ジャックはこの場所に時折懐かしさを覚える。例えば"NY"のロゴ入りの帽子とかにね。エンパイア・ステート・ビルにもノスタルジーを感じている。でも、なぜかは分からない。そこが謎を呼ぶ要素であり、本作を盛り上げる要素なんだよ。彼はなぜ懐かしさを覚えるのか知りたがっている。自分の置かれた状況を理解したいんだ。でも、答えが見つからず、ストレスを感じている。ドローンや資源のことは分かっているから、余計に答えを知りたくなってくるんだ。
――ジョセフ・コシンスキー監督がつくり上げた、この作品の舞台については、どのようにお考えですか?
監督のジョセフは優れたフィルムメーカーだね。登場人物は少ないけど、"世界の危機"がテーマだから舞台のスケールはもの凄く壮大なものに仕上がっているよ。
――墜落した宇宙船で眠っていたジュリアというキャラクターについて教えて下さい。
ジュリアはジャックの前に突然現れた謎の女性だ。ある時ジャックが作業をする区域に宇宙船が墜落し、そこには彼の夢に登場する女性がいた。最初は拒絶しようとするが、ジャックはどうしても"夢の女性"に惹きつけられてしまうんだ。
――この作品にも多くのアクションシーンが含まれているわけですが、ご自身で演じられたのですか?
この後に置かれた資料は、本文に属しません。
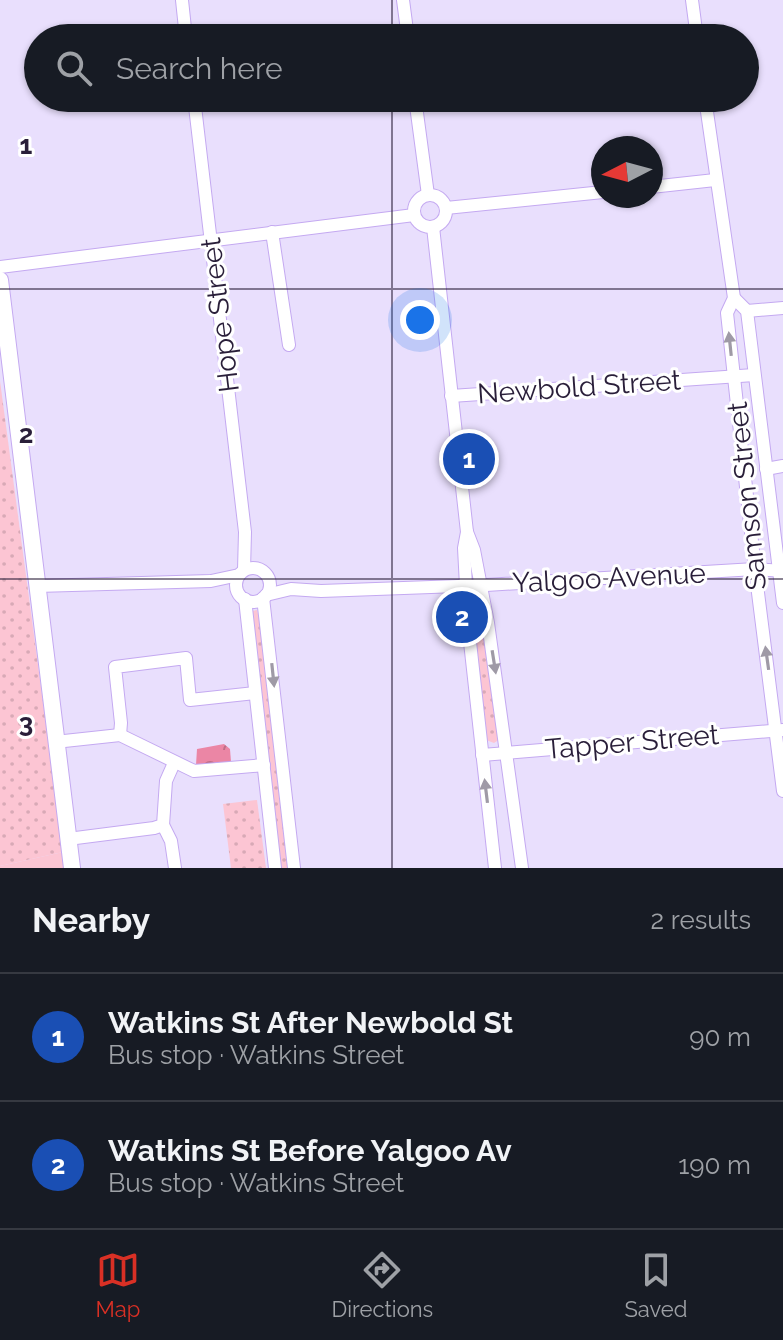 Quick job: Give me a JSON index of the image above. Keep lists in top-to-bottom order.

スタントは自分でやったよ。自分の子供の頃を振り返ると、映画が大好きで、バスター・キートンとかハロルド・ロイドやチャールズ・チャップリンなんかの映画を見て育ったんだ。僕の場合、身体を動かすことで役に入り込めるんだよ。自身でスタントをこなせば顔も撮れるから、アングルや撮影の幅が広がる。そうすることによって、人物やストーリーもより緻密に描くことが可能になる。理由もなくスタントをやっているわけではなく、物語を効果的に伝えるためにそうしているんだ。どうやって観客を映画の世界に引き込むかということを考えてるよ。
――撮影はアイスランドで行われたそうですね。
初めて行ったけど、アイスランドは素晴らしい国だね。美しさが心に焼きついたよ。僕らが撮影を行ったのは、一日中、日が沈まない時期だったんだ。土地の広がりというかスケールが違ったね。ジョセフのカメラワークもあって、永遠に続くかのような景色が撮れたよ。本作の舞台は60年後の米国東海岸だ。未来の風景が美しい映像で表現されてると思うね。
映画『オブリビオン』は、5月31日よりTOHOシネマズ日劇ほか全国公開。